『傀儡のマトリョーシカ』が4月30日頃に講談社ラノベ文庫より発行されます!

どうやって本を売るか③

こんにちは! 河東遊民です。

今日は『どうやって本を売るか③』ということで、つづきを書いていきたいと思います。

昨日の記事『どうやって本を売るか②』では、講談社ラノベ文庫でデビューした新人の本が、なぜ売れないのか、という原因を考えてみました。今回は、もともと僕が、どうやって本を売ろうと考えていたのかを書きましょう。

新人賞に送る時点で……というか、本が書きあがった時点で、もし受賞したらどうやって本を売るか、ということを考えていました。受賞する前から、それどころか一次選考を通る前から考えていました。自分はデビューするだけではなく、しっかり本を売るんだ、ということまで検討していたわけです。講談社ラノベ文庫に作品を出したときに考えていたのは、とにかくマイナーなもの、変なもので勝負をする、ということです。なぜ変な作品のほうが良いのか、ということを説明しましょう。

まず、大抵の作品は『普通に面白いもの』を目指してつくられます。王道の作品を狙うわけです。ざっと本屋を見た限りでは、9割以上の作品が王道です。わかりやすく面白いものです。絵も素晴らしいものばかりで、帯に書いてあることを要約すると『面白い』です。そうなると、多くの作品と競争をしなければならないわけです。ざっと調べたところ、1月にライトノベルは200冊ほど発売されるらしいです。そのなかでトップ5……せめてトップ10までに入らないと読者に買ってもらえません。シリーズものは除外するとしても、有名作家の新作や、電撃文庫の受賞作などが、どんどん発売されていくわけです。トップ10に入るために、上位のレーベルは大量の広告を打っています。動画広告だったり、コミカライズだったり、部数を刷って大量に展開したり、ありとあらゆる手を尽くしてトップ10を目指すわけです。そうすることで、やっと手に取ってもらえる、という状況をつくりだせます。講談社ラノベ文庫では、他のレーベルと比べたら広告の量が少ないので、この手が使えません。だから、講談社ラノベ文庫では王道の作品を出すのは危険なのです。他のレーベルの宣伝力に押し負ける、ということですね。これはあくまでも僕の考えであって、事実かどうかはわかりません。ただ、そう考えるといろいろ納得がいく部分も多いのではないでしょうか。

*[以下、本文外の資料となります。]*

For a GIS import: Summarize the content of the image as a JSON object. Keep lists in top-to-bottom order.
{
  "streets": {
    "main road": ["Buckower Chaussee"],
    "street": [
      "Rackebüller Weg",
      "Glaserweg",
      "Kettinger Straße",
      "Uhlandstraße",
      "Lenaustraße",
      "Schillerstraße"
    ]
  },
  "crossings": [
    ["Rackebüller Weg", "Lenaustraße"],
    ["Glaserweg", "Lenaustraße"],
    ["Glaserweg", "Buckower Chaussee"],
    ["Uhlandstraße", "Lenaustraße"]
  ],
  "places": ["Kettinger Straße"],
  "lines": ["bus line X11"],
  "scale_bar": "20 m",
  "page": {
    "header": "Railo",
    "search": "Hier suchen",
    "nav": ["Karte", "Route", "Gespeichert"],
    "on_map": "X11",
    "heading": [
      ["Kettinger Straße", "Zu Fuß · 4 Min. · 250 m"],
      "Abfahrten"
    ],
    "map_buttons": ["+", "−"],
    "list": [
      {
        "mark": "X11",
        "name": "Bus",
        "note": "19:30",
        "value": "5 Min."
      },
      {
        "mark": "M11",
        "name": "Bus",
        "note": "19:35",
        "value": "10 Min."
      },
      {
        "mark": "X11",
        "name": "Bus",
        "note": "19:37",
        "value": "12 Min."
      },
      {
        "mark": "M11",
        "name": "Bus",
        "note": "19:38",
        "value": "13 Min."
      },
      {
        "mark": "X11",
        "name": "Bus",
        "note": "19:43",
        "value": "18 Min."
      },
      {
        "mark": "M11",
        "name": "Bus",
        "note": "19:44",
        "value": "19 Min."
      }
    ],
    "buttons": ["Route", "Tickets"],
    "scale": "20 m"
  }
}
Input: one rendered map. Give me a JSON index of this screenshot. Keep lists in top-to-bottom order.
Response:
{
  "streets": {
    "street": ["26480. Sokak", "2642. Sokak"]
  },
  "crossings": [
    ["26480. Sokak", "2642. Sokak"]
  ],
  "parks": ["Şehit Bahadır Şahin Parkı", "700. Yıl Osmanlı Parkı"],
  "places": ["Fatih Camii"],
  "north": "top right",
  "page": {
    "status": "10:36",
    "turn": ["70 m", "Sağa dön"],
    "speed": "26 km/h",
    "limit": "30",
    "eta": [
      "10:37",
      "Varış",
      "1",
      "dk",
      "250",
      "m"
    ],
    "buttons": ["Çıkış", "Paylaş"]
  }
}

以前にも書きましたが、映画で考えてみてください。棚が多いことは上映館数が多いことを意味します。ハリウッドで作成された映画は、上映館数が多いですし、テレビCMもバンバン流れます。そういう風にして興行収入を稼ぐわけですね。これが王道の作品、普通に面白いもので当てる方法です。上映館数が少なく、満足にCMも打てないときは、変な作品で勝負するしかないのです。上映館数が少ないのに、ハリウッドみたいな作品で戦ってもだめで、園子温みたいな、変でマニアックだけど面白い、というもので勝負するのがよろしいでしょう。

変な作品は、その月に発売されるライトノベルのうちの、トップ10には入れません。そこを目指してはいけません。もっとマニアックでおかしな客を狙います。新しいものが好きな人、変な作品が好きな人を狙うわけです。その月に発売されるライトノベルで、もっとも『変』な作品を狙うわけです。そうすると、変なものを好きな人が買ってくれます。これは普通に面白いものが好きな購買者よりは少ないですが、変でトップを取れるならば、そこそこのビジネスにはなります。もちろん大ヒットは無理ですが、続刊や、重版が可能なくらいは売れるのではないか、と考えています。たぶん、変な作品で狙えるのは、当たったとしても、マックスで実売1万部くらいだと思います。実売1万というのは、かなり多い数字ですが、変だけど面白い、という作品をつくれたら可能な範囲だと思っています。(普通に面白い作品の場合は、当たれば、もっと大きく当たるのですが……)

そういうわけで、面白い作品ではなくて、変な作品を狙って書いて、送って受賞したのです。という経緯でした。講談社ラノベ文庫の状況では、王道の作品よりも、マニアックで変な作品のほうが、まだ売れる可能性がある、と考えています。変な作品は、広告の量が少なくても、なんとか勝負ができるからです。それでも広告がゼロだと厳しいので、今後は、個人で可能な広告について考えていきたいと思います。